FIRST EPISTLE. Authenticity. Ignatius, ad Polycarp 1, Ephesians 10, says "pray without ceasing" (1 Thessalonians 5:17); so Polycarp, and Philippians 4. This epistle is in the Muratorian Canon, that of Marcion, and Laodicea, A.D. 364. Irenaeus (adv. Haer. 5:6, section 1) quotes 1 Thessalonians 5:23; Clement of Alexandria (Paed. 1:88) quotes 1 Thessalonians 2:7; Tertullian (de Resurr. Carnis 24) quotes 1 Thessalonians 1:9-10; 1 Thessalonians 5:1; Caius in Eusebius (Ecclesiastes Hist.) vi. 20, Origen (contra Celsus 3), also confirm it. Tertullian quotes this epistle 20 times.
        AIM. After imprisonment and scourging at Philippi, Paul (1 Thessalonians 2:2) passed on to Thessalonica. (See THESSALONICA.) With Silas (Acts 16:3; Acts 17:1-9; Acts 17:14) and Timotheus he founded the church there (1 Thessalonians 1:1; 1 Thessalonians 3:1-6; 2 Thessalonians 1:1). The Jews rejected the gospel when preached for three successive sabbaths; a few however "believed, and consorted with Paul and Silas, and of the devout (i.e. proselytes to Judaism) Greeks a great multitude, and of the chief women not a few." Amidst trials (1 Thessalonians 1:6; 1 Thessalonians 2:13) from their own countrymen and from the Jews (1 Thessalonians 2:14-16) the converts "received the word with joy of the Holy Spirit."

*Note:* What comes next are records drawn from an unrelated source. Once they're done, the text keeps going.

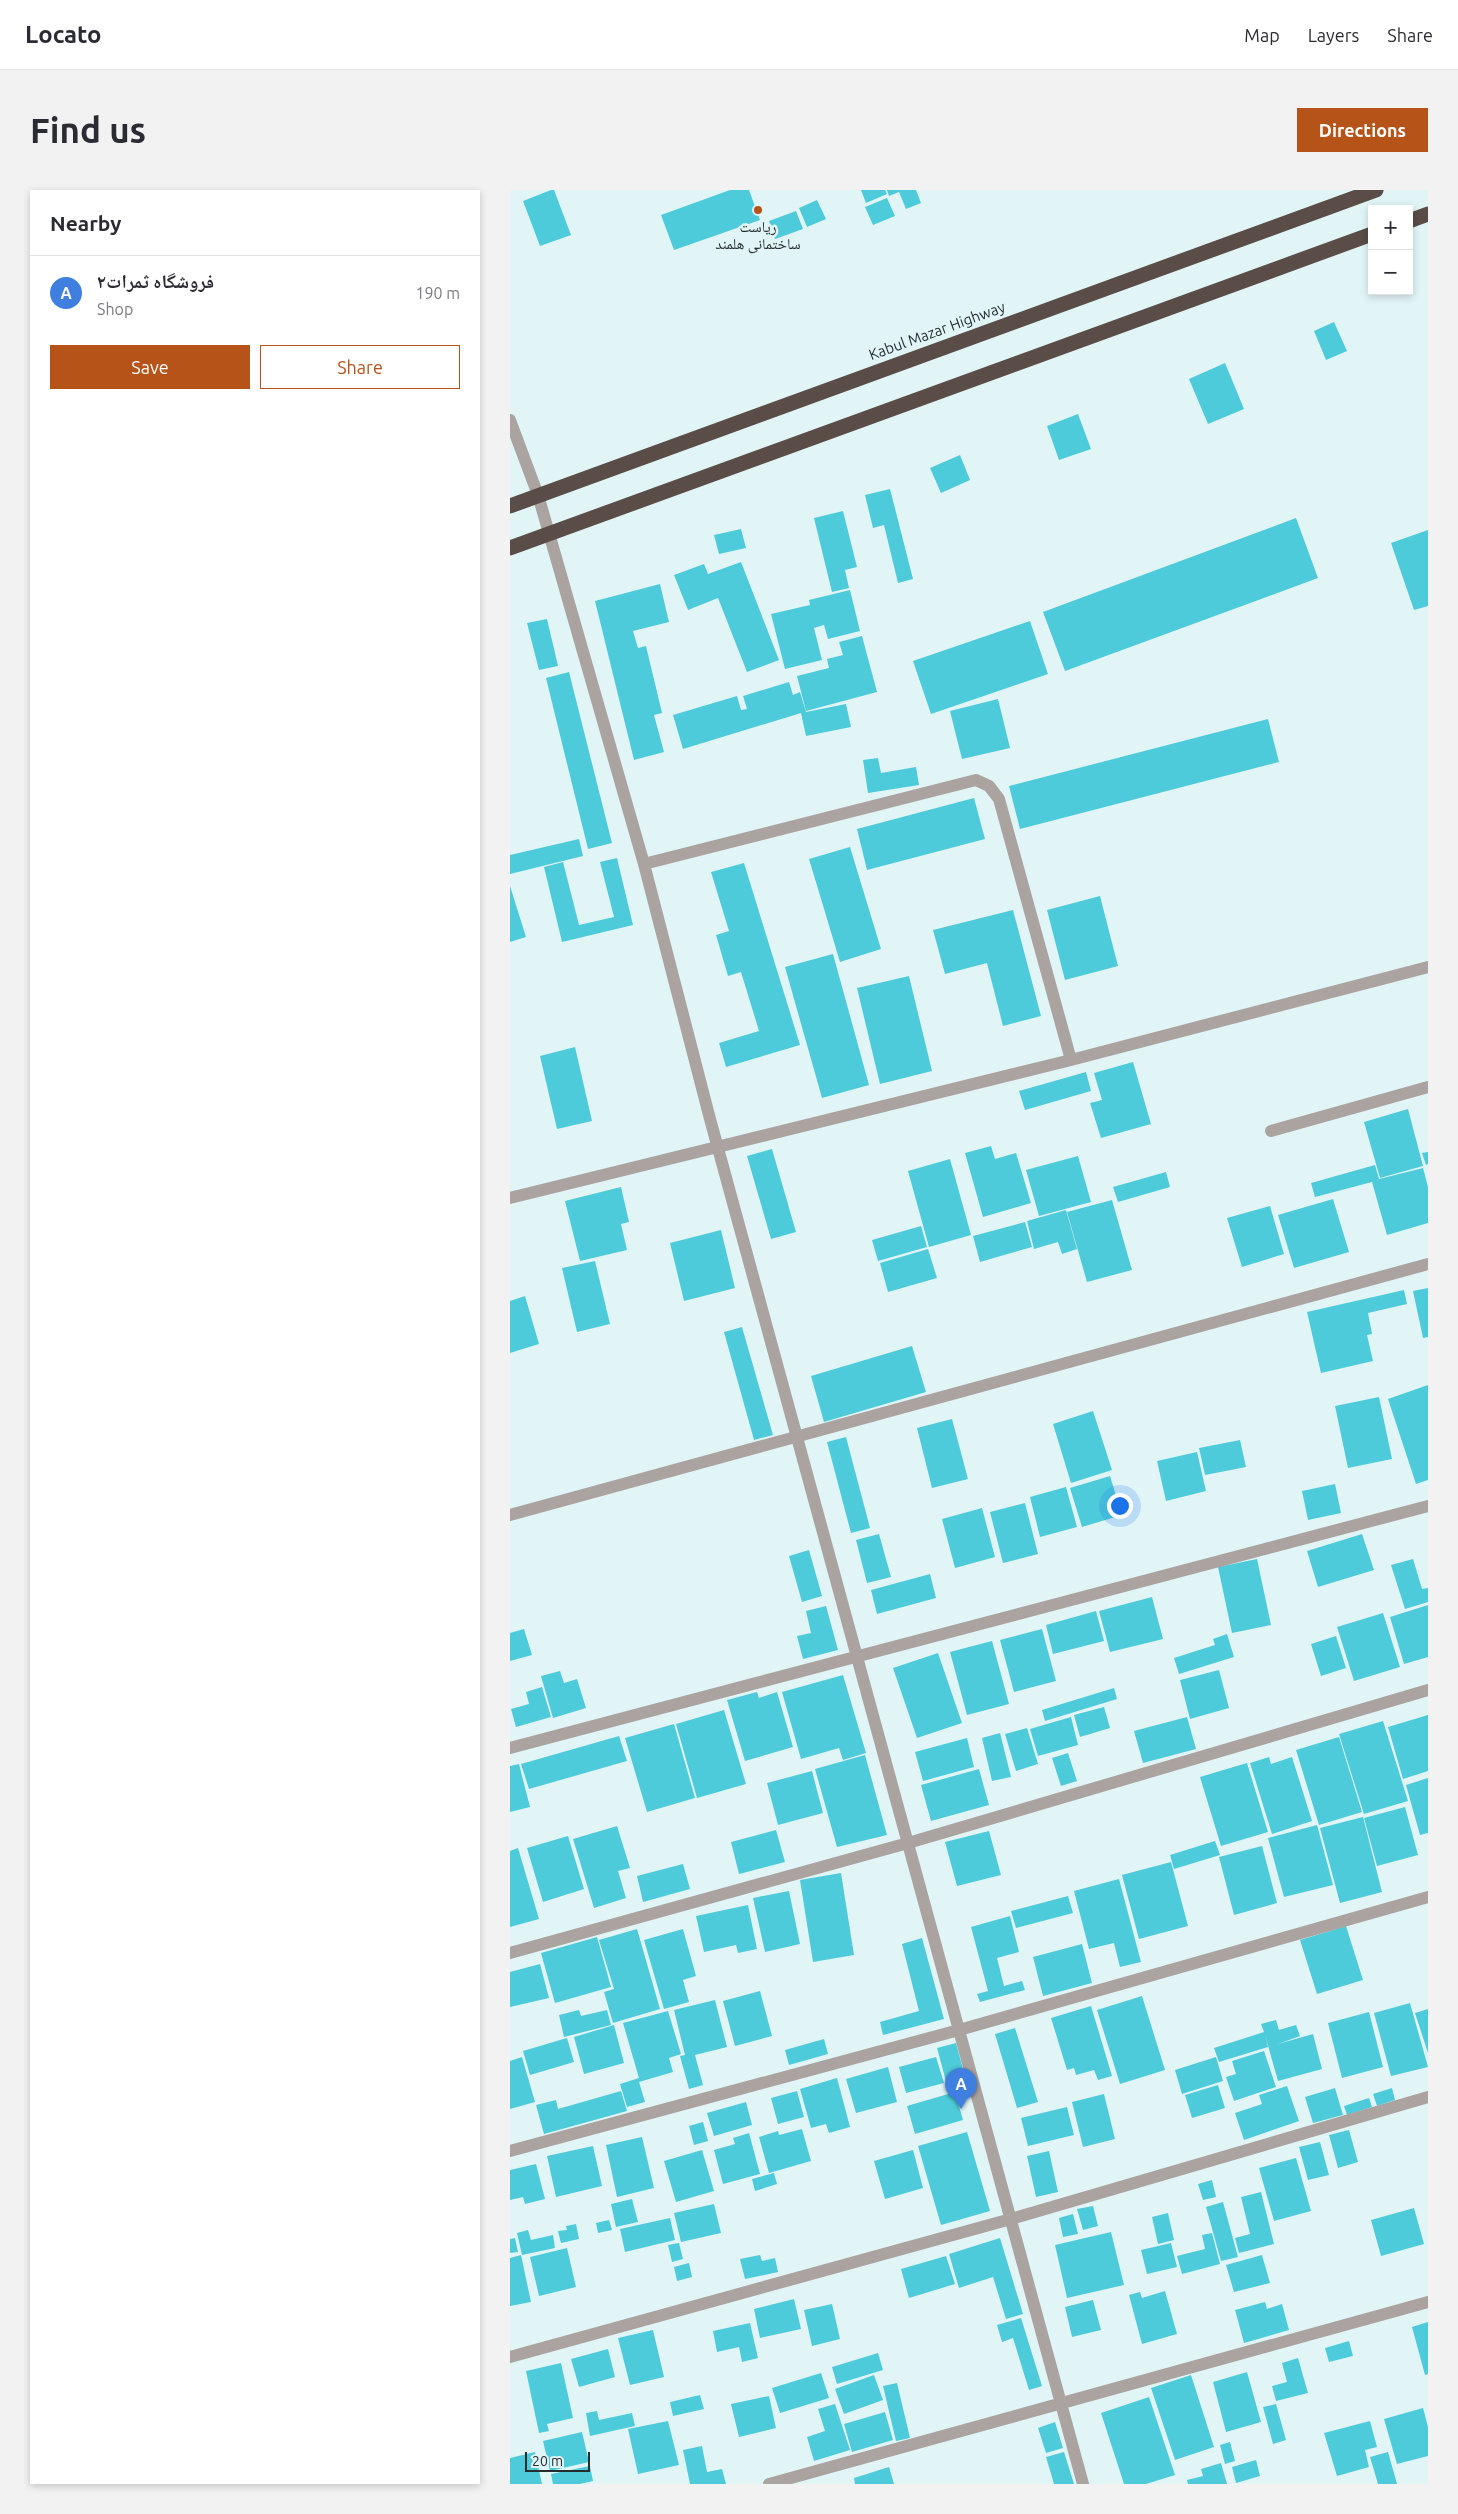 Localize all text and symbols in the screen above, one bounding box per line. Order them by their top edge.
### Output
text: Locato [25,21,101,48]
text: Map [1244,25,1280,45]
text: Layers [1308,25,1359,45]
text: Share [1387,25,1433,45]
button: Directions [1297,108,1428,152]
text: Find us [30,110,146,150]
marker: ریاست ساختمانی هلمند [752,204,764,216]
map controls [1368,205,1413,295]
button: + [1368,205,1413,250]
text: Nearby [50,211,121,235]
place label: ریاست ساختمانی هلمند [715,218,801,254]
button: − [1368,250,1413,295]
text: فروشگاه ثمرات٢ [97,270,214,292]
text: A [60,284,72,302]
text: 190 m [415,284,460,302]
street label: Kabul Mazar Highway [866,298,1007,363]
text: Shop [97,300,133,318]
button: Save [50,345,250,389]
button: Share [260,345,460,389]
your location [1107,1493,1133,1519]
pin: A [945,2068,977,2109]
scale bar [525,2449,590,2472]
text: 20 m [532,2453,563,2469] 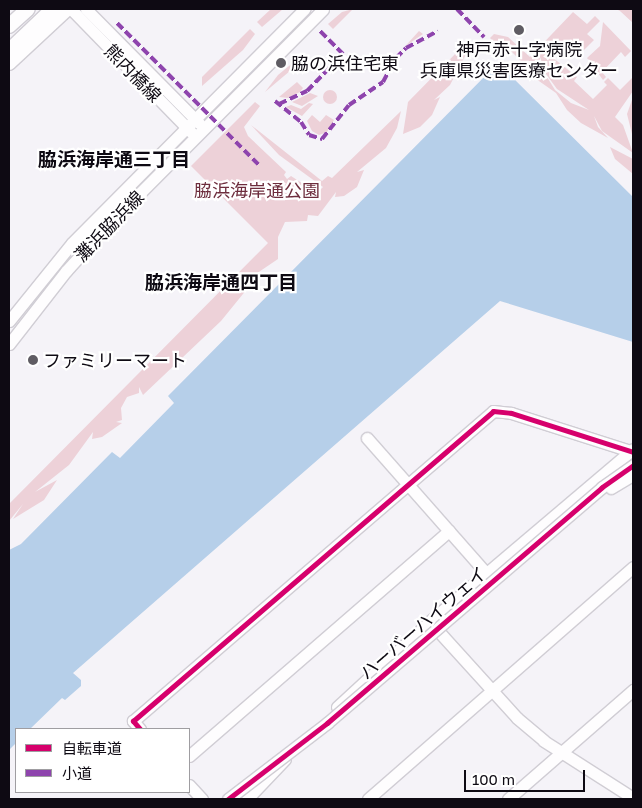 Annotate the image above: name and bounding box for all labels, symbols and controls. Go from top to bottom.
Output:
marker: 神戸赤十字病院 兵庫県災害医療センター [512,23,526,37]
place label: 神戸赤十字病院 兵庫県災害医療センター [420,39,618,82]
street label: 熊内橋線 [100,40,166,106]
place label: 脇の浜住宅東 [291,52,399,74]
marker: 脇の浜住宅東 [275,57,287,69]
district label: 脇浜海岸通三丁目 [38,148,190,170]
park label: 脇浜海岸通公園 [194,179,320,201]
street label: 灘浜脇浜線 [70,186,148,266]
district label: 脇浜海岸通四丁目 [145,271,297,293]
place label: ファミリーマート [43,349,187,371]
marker: ファミリーマート [27,354,39,366]
street label: ハーバーハイウェイ [355,562,491,684]
legend [15,728,190,793]
text: 自転車道 [62,739,122,757]
scale bar [467,760,588,792]
text: 小道 [62,764,92,782]
text: 100 m [472,770,515,788] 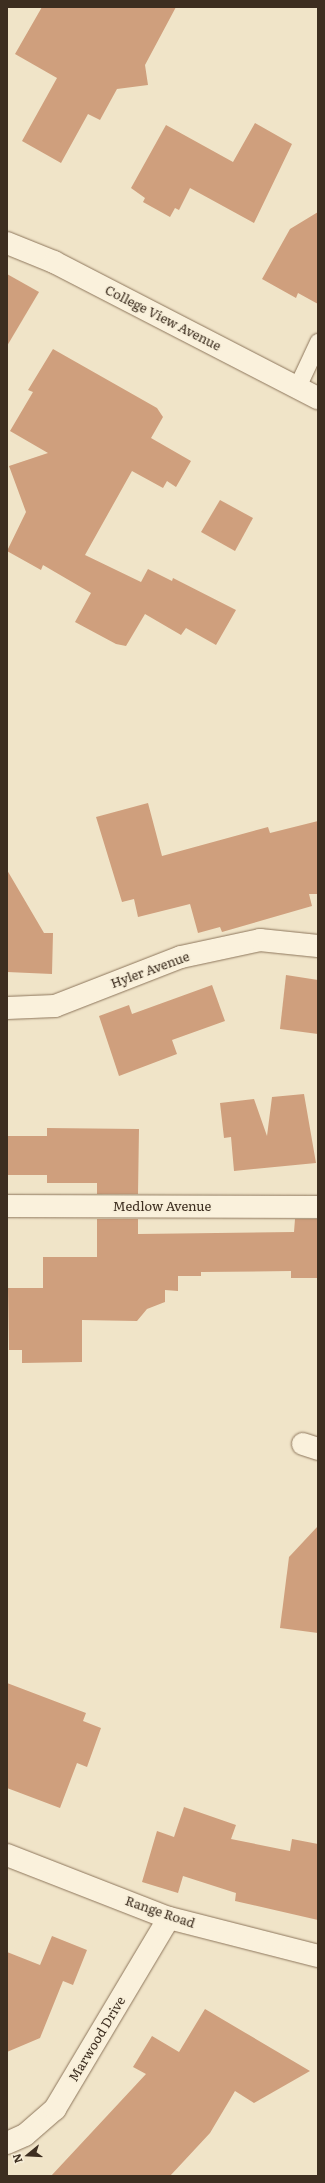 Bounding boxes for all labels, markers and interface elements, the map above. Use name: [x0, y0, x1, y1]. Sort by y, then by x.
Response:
street label: College View Avenue: [102, 282, 224, 354]
street label: Hyler Avenue: [108, 949, 192, 991]
street label: Medlow Avenue: [113, 1198, 211, 1214]
street label: Range Road: [123, 1893, 197, 1931]
street label: Marwood Drive: [65, 1994, 129, 2084]
north arrow: [8, 2135, 48, 2175]
text: N: [8, 2152, 26, 2166] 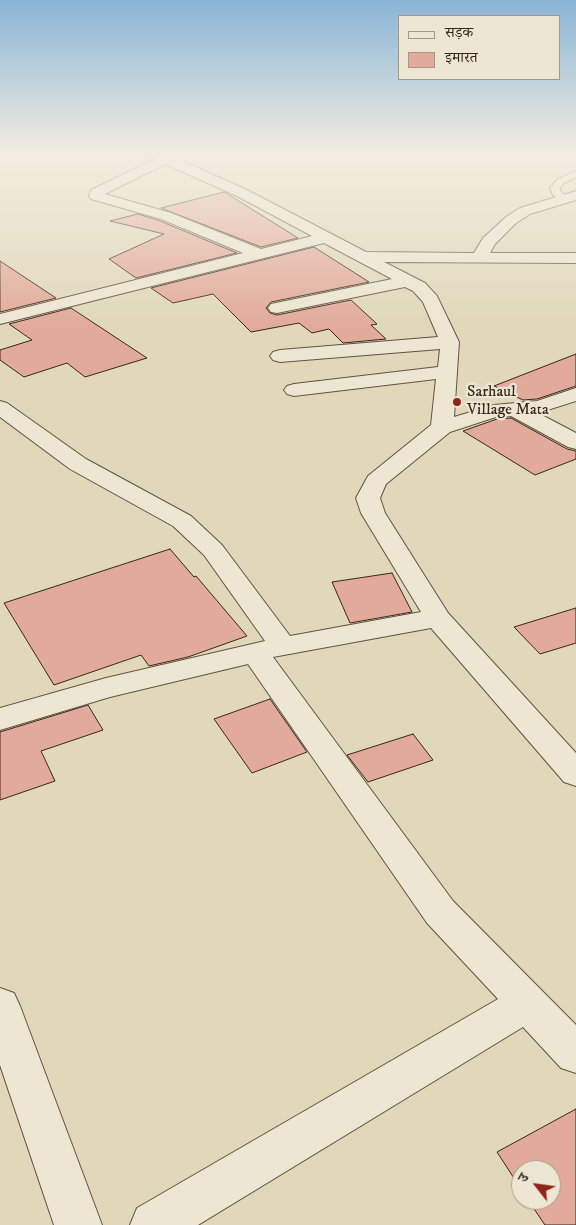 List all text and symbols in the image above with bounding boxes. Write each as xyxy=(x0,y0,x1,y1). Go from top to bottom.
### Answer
legend xyxy=(398,15,561,80)
text: सड़क xyxy=(445,23,473,42)
text: इमारत xyxy=(445,48,478,67)
place label: Sarhaul Village Mata xyxy=(467,383,549,421)
marker: Sarhaul Village Mata xyxy=(451,396,463,408)
north arrow xyxy=(511,1160,561,1210)
text: उ xyxy=(514,1170,533,1186) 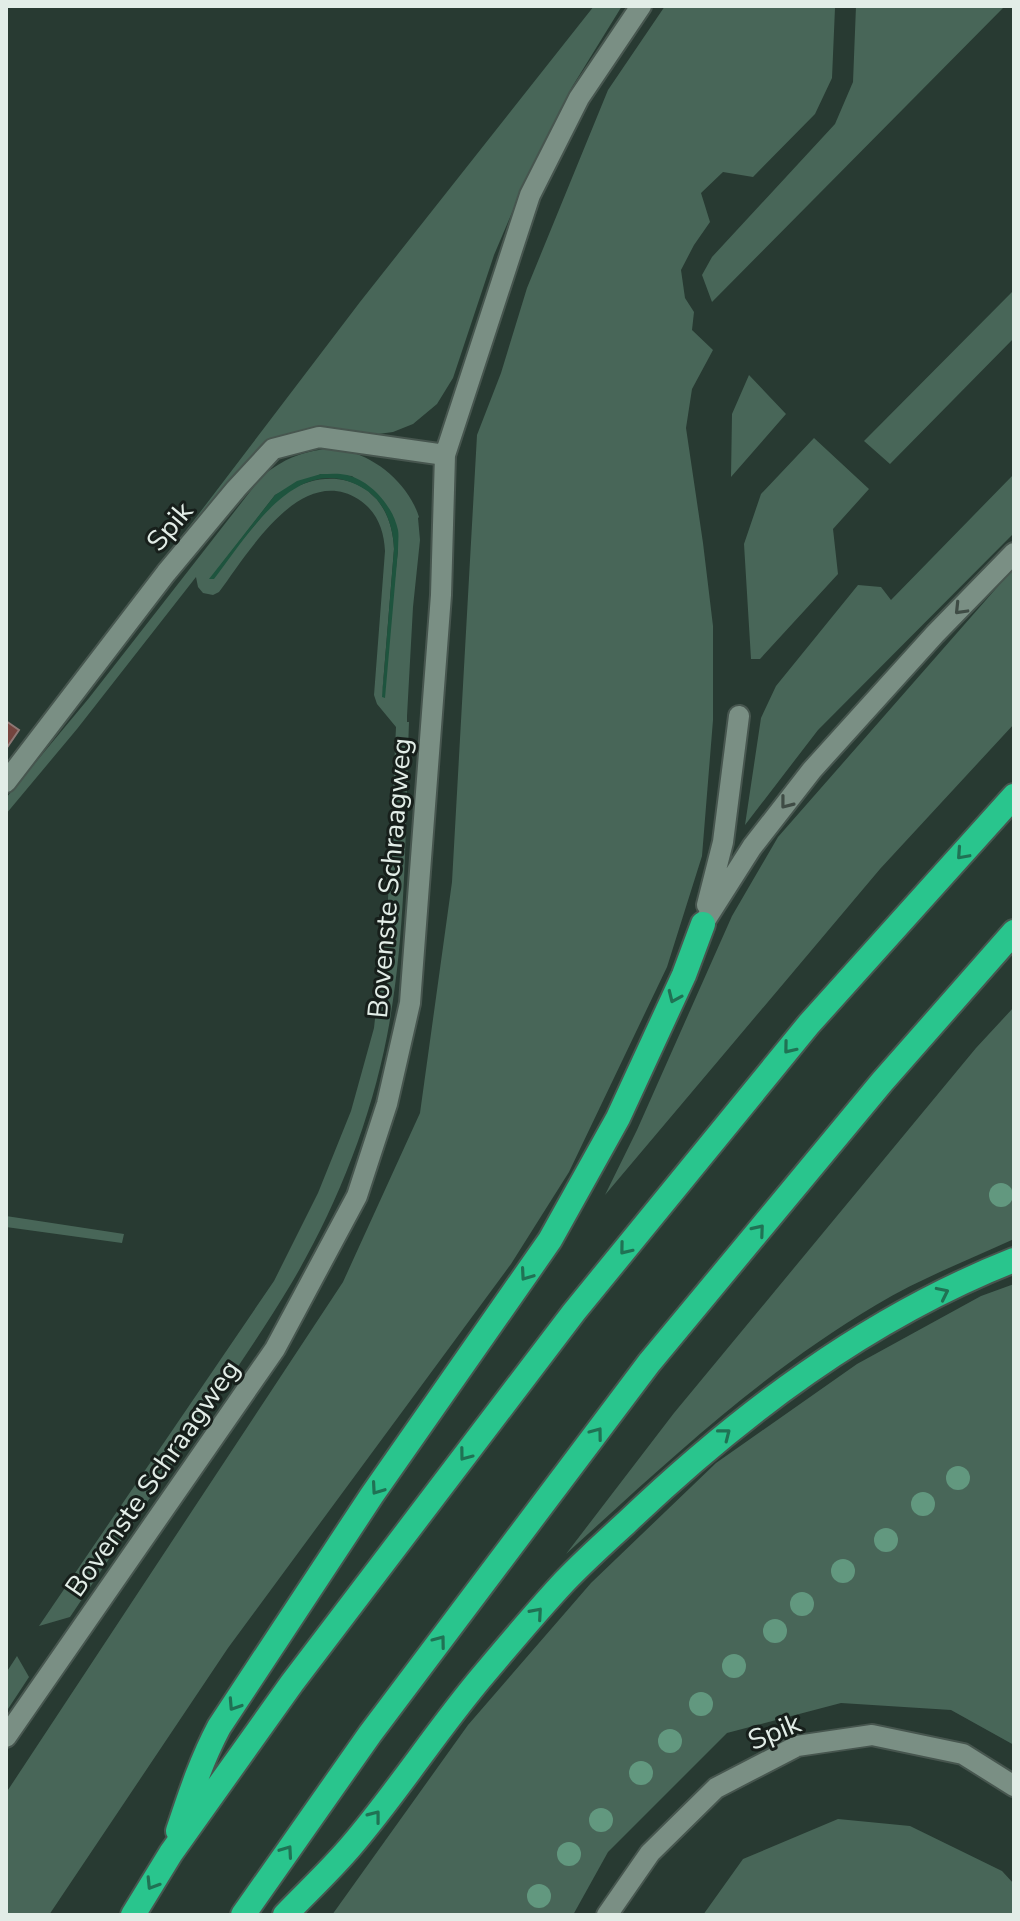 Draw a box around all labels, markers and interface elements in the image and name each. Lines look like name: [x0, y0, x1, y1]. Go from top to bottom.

        His stay at Thessalonica was probably longer than the three weeks recorded in Acts 17:2, for some time is implied in his labouring there for support (1 Thessalonians 2:9; 2 Thessalonians 3:8), in his receiving supplies there more than once from Philippi (Philemon 4:16), in his receiving many converts from the Gentiles (1 Thessalonians 1:9, and, according to the Alexandrinus manuscript of Acts 17:4, though not the Sinaiticus and Vaticanus manuscripts, "of the devout (and) of the Greeks a great multitude"), and in his appointing ministers. He probably (compare Acts 13:46; Acts 18:6-7; Acts 19:8-9) preached first to the Jews; then, when they rejected the message, to the Gentiles. Thenceforth he held the church assemblies in the house of Jason (Acts 17:5), his "kinsman" (Romans 16:21). His tender love and gentleness, like that of "a nurse cherishing children," disinterestedness, devotion even unto death, and zeal for individual souls, beautifully appear in 1 Thessalonians 1:5; 1 Thessalonians 2:1-11.
        He laboured here with his own hands to further the gospel by giving an example to the idle. Contributions from Philippi also helped him at, Thessalonica (Philemon 4:15-16). Christ's coming and kingdom were his chief topic (1 Thessalonians 1:10; 1 Thessalonians 2:12; 1 Thessalonians 2:19; 1 Thessalonians 3:13; 1 Thessalonians 4:13-18; 1 Thessalonians 5:1-11; 1 Thessalonians 5:23-24), that the Thessalonians should walk worthy of it (1 Thessalonians 4:1). It is an undesigned coincidence confirming the authenticity of the history and of the epistles that the very charge which Jason's assailants brought against the brethren was "these do contrary to the decrees of Caesar, saying that there is another king, one Jesus" (Acts 17:5-9). So in Jesus' own case they perverted His doctrine of His coming kingdom into a charge of treason against Caesar. So also the doctrine of the resurrection is prominent both in Luke's history (Acts 17:3) and in Paul's independent epistle (1 Thessalonians 1:10; 1 Thessalonians 4:14-16).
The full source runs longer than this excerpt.